AXIAL PRESSURE RELIEF IN SLIDE BEARINGS OF PUMPS

Abstract

A pump is described, including: a drive shaft including a rotor; a first housing part and a second housing part, between which a pump chamber is formed, in which the rotor is arranged; a rotary bearing via which the drive shaft is mounted on the first housing part such that it can rotate about its rotational axis; and a passage including a first opening and a second opening, wherein the rotary bearing is arranged between the pump chamber and the first opening, and the second opening of the passage emerges onto the side of the second housing part which faces away from the pump chamber.

Claims

1.-15. (canceled)

16. A pump, comprising: a drive shaft comprising a rotor; a first housing part and a second housing part, between which a pump chamber is formed, in which the rotor is arranged; a rotary bearing via which the drive shaft is mounted on the first housing part such that it can rotate about its rotational axis; and a passage comprising a first opening and a second opening, wherein the rotary bearing is arranged between the pump chamber and the first opening, and the second opening of the passage emerges onto the side of the second housing part which faces away from the pump chamber.

17. The pump according to claim 16, wherein the second housing part is a fitting plate and/or comprises a fastening flange adapted to fasten the second housing part to an accommodating housing.

18. The pump according to claim 16, wherein the drive shaft comprises the passage comprising the first opening and the second opening.

19. The pump according to claim 16, wherein at least one of the first housing part, the second housing part, a contour ring or a positioning element comprises the passage or part of the passage.

20. The pump according to claim 19, wherein the first housing part comprises the first opening, and the second housing part or the positioning element comprises the second opening.

21. The pump according to claim 16, further comprising a hollow space which is formed between a base of a blind hole formed by the first housing part and a first end of a drive shaft which is arranged in the first housing part, wherein the first opening of the passage emerges into the hollow space.

22. The pump according to claim 21, wherein the first rotary bearing is arranged between the pump chamber and the hollow space.

23. The pump according to claim 16, wherein the second opening emerges into the environment of the pump or a pump insert.

24. The pump according to claim 23, wherein the environment is outside an accommodating space of an accommodating housing in which the pump insert is accommodated.

25. The pump according to claim 16, wherein the drive shaft comprises a connecting structure, which is adapted to be connected to a hub, on the side of the second housing part which faces away from the pump chamber.

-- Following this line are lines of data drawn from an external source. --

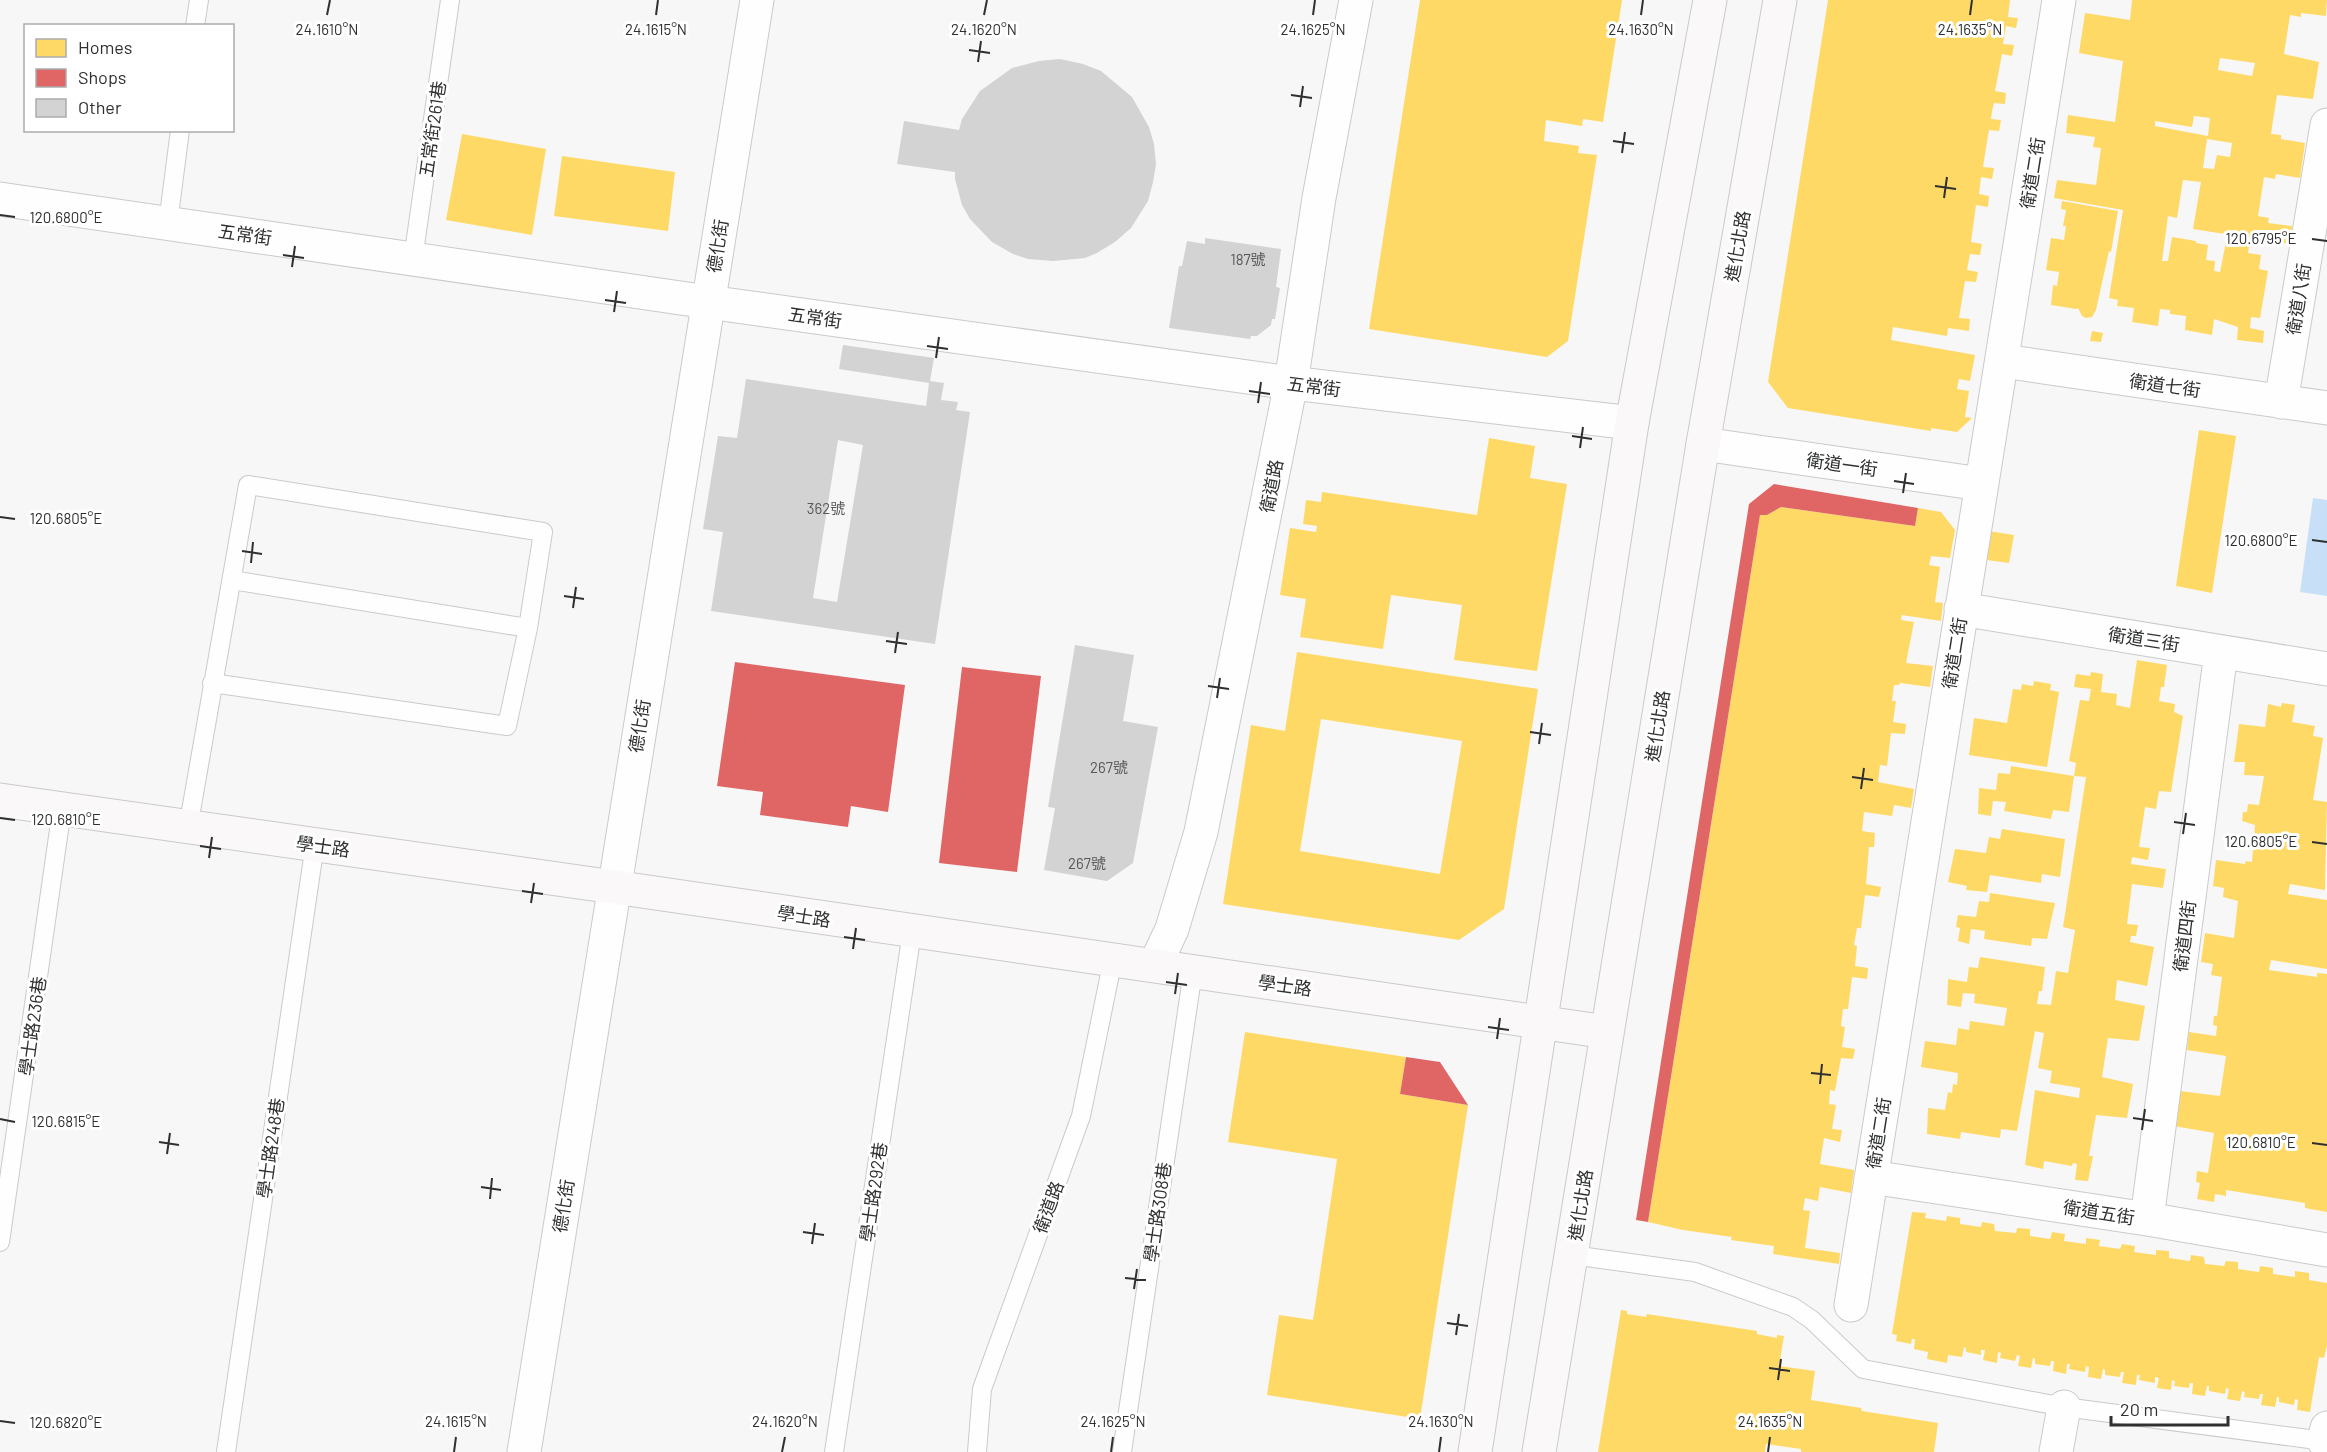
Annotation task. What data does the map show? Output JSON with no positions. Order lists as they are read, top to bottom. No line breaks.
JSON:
{"streets":{"main road":["進化北路","學士路"],"street":["衛道二街","五常街","德化街","衛道八街","衛道七街","衛道一街","衛道路","衛道三街","衛道四街","衛道五街"],"lane":["五常街261巷","學士路236巷","學士路248巷","學士路292巷","學士路308巷"]},"crossings":[["五常街261巷","五常街"],["衛道二街","衛道七街"],["衛道二街","衛道一街"],["衛道二街","衛道三街"],["衛道二街","衛道五街"],["五常街","德化街"],["五常街","衛道路"],["德化街","學士路"],["進化北路","衛道一街"],["進化北路","學士路"],["衛道八街","衛道七街"],["衛道路","學士路"],["衛道三街","衛道四街"],["學士路","學士路236巷"],["學士路","學士路248巷"],["學士路","學士路292巷"],["學士路","學士路308巷"],["衛道四街","衛道五街"]],"house_numbers":["187號","362號","267號","267號"],"legend":["Homes","Shops","Other"],"scale_bar":"20 m","coordinates":["24.1610°N","24.1615°N","24.1620°N","24.1625°N","24.1630°N","24.1635°N","120.6800°E","120.6795°E","120.6805°E","120.6810°E","120.6815°E","120.6820°E"]}
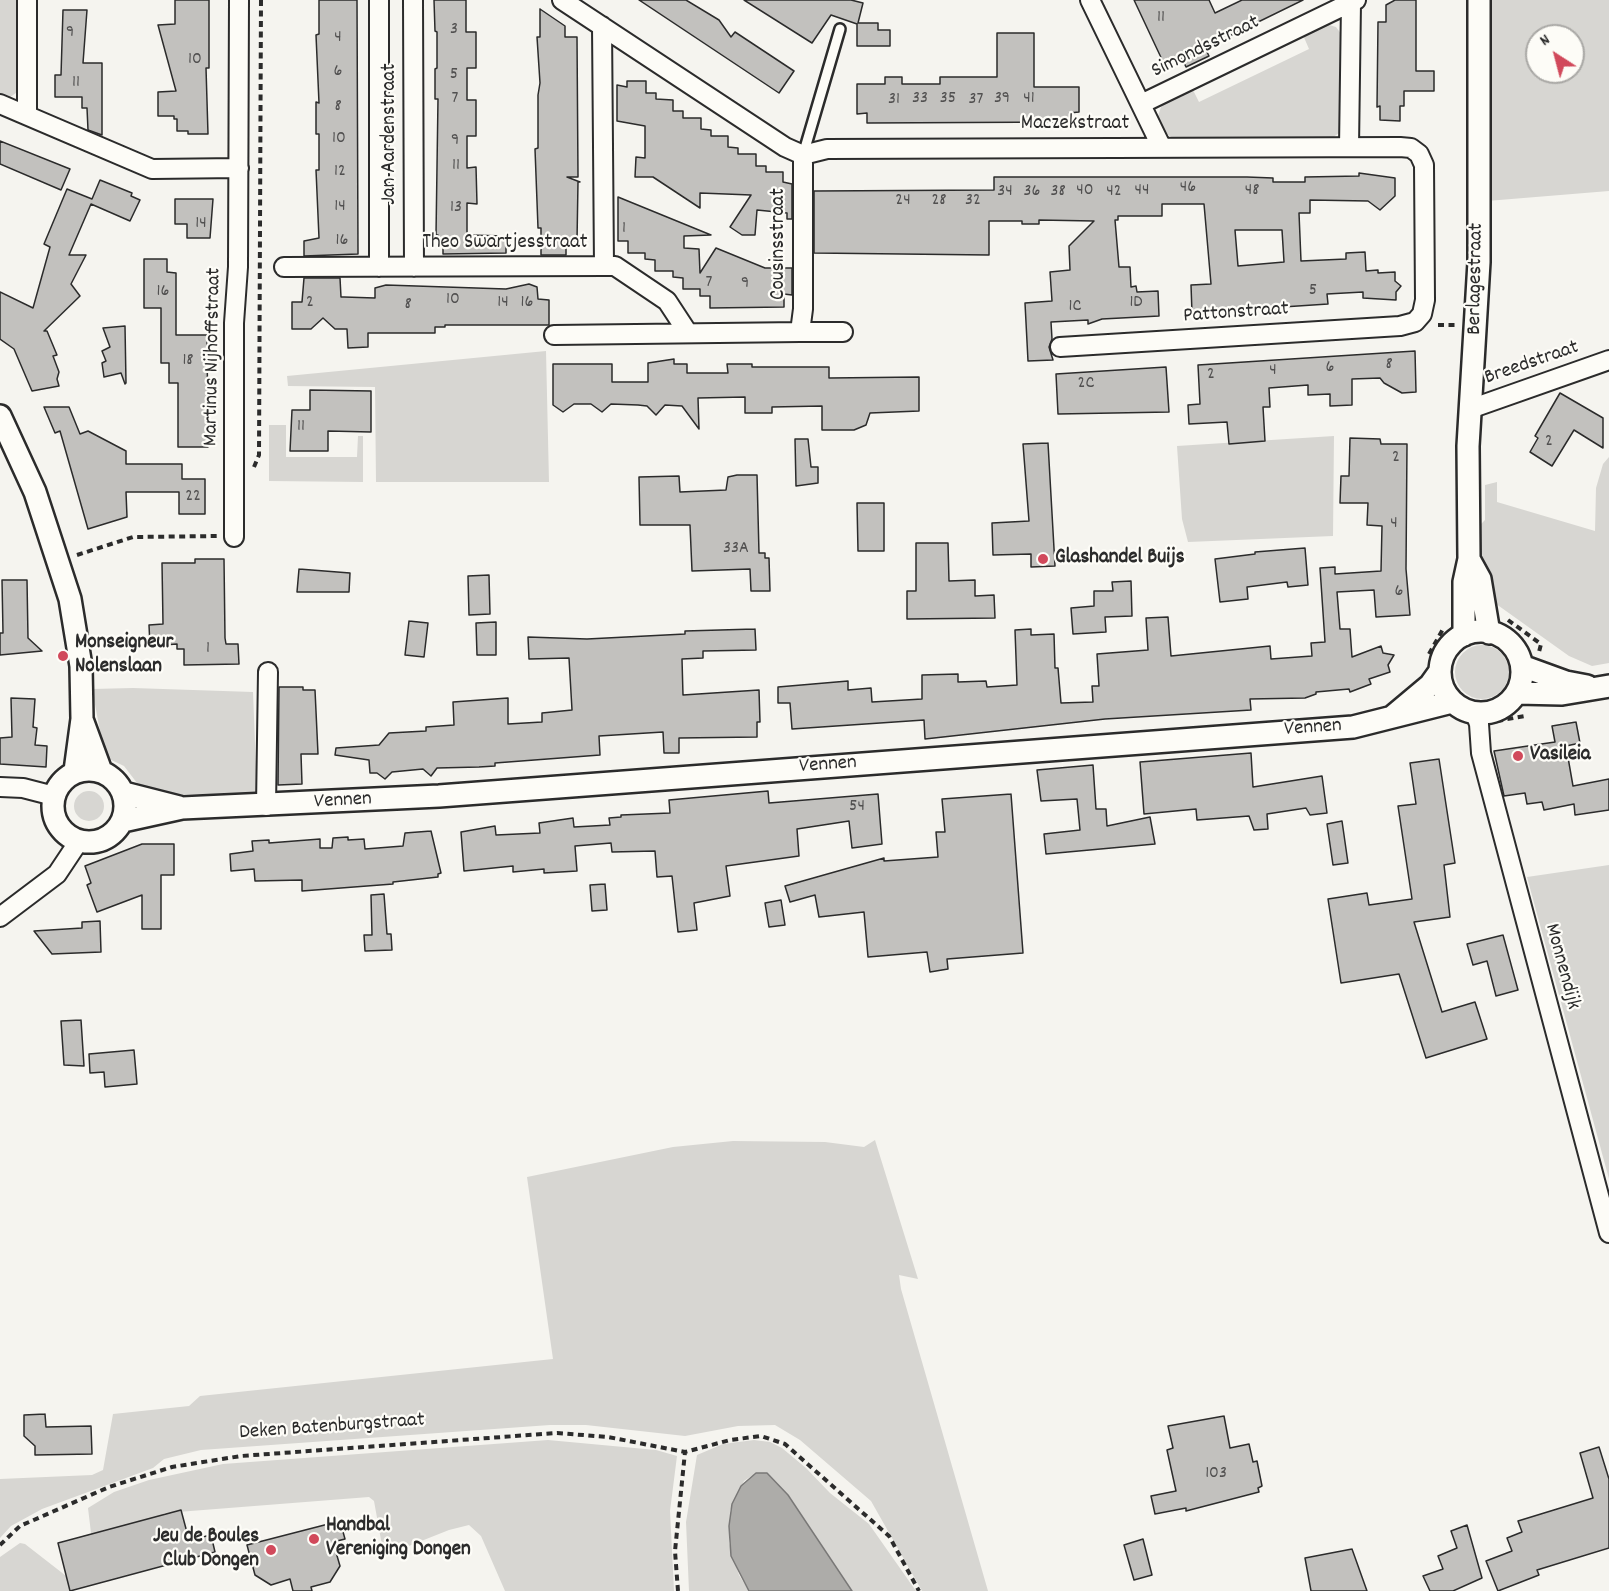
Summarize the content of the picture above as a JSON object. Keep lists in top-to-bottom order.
{
  "streets": {
    "street": [
      "Simondsstraat",
      "Maczekstraat",
      "Jan Aardenstraat",
      "Theo Swartjesstraat",
      "Cousinsstraat",
      "Berlagestraat",
      "Pattonstraat",
      "Martinus Nijhoffstraat",
      "Breedstraat",
      "Vennen",
      "Monnendijk"
    ],
    "path": ["Deken Batenburgstraat"]
  },
  "crossings": [
    ["Simondsstraat", "Maczekstraat"],
    ["Maczekstraat", "Cousinsstraat"],
    ["Maczekstraat", "Pattonstraat"],
    ["Jan Aardenstraat", "Theo Swartjesstraat"],
    ["Berlagestraat", "Breedstraat"],
    ["Berlagestraat", "Vennen"],
    ["Berlagestraat", "Monnendijk"],
    ["Vennen", "Monnendijk"]
  ],
  "places": [
    "Glashandel Buijs",
    "Monseigneur Nolenslaan",
    "Vasileia",
    "Handbal Vereniging Dongen",
    "Jeu de Boules Club Dongen"
  ],
  "house_numbers": [
    "11",
    "3",
    "9",
    "4",
    "10",
    "6",
    "5",
    "11",
    "7",
    "33",
    "35",
    "39",
    "41",
    "31",
    "37",
    "8",
    "10",
    "9",
    "11",
    "12",
    "46",
    "40",
    "44",
    "48",
    "34",
    "36",
    "38",
    "42",
    "24",
    "28",
    "32",
    "14",
    "13",
    "14",
    "1",
    "16",
    "7",
    "9",
    "5",
    "16",
    "10",
    "2",
    "14",
    "16",
    "1D",
    "8",
    "1C",
    "18",
    "8",
    "6",
    "4",
    "2",
    "2C",
    "11",
    "2",
    "2",
    "22",
    "4",
    "33A",
    "6",
    "1",
    "54",
    "103"
  ],
  "north": "top left"
}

26. The pump according to claim 25, wherein an environment of the pump or pump insert or a relief space is formed on the side of the second housing part which faces away from the pump chamber, wherein the environment or the relief space is adapted to accommodate the hub to which the connecting structure is connectable, wherein the second opening of the passage emerges into the environment or the relief space.

27. The pump according to claim 26, wherein the relief space is connected to a reservoir or to the suction side or to a suction space of the pump, in order to feed fluid back from the relief space.

28. The pump according to claim 27, wherein the relief space is connected to the atmosphere, such that atmospheric pressure prevails in the relief space while the pump is in operation.

29. The pump according to claim 16, wherein the pump is a multi-stroke pump or a dual-stroke pump.

30. The pump according to claim 16, wherein the pump is a multi-flux pump or a dual-flux pump.

31. The pump according to claim 16, further comprising a first pressure space and a second pressure space, wherein the pump chamber is connected to the first pressure space via a first outlet channel and to the second pressure space via a second outlet channel, wherein the first pressure space and the second pressure space are sealed off in relation to each other.

32. The pump according to claim 31, wherein at least one of the first pressure space and the second pressure space is formed between an end-facing wall of an accommodating space and the first housing part.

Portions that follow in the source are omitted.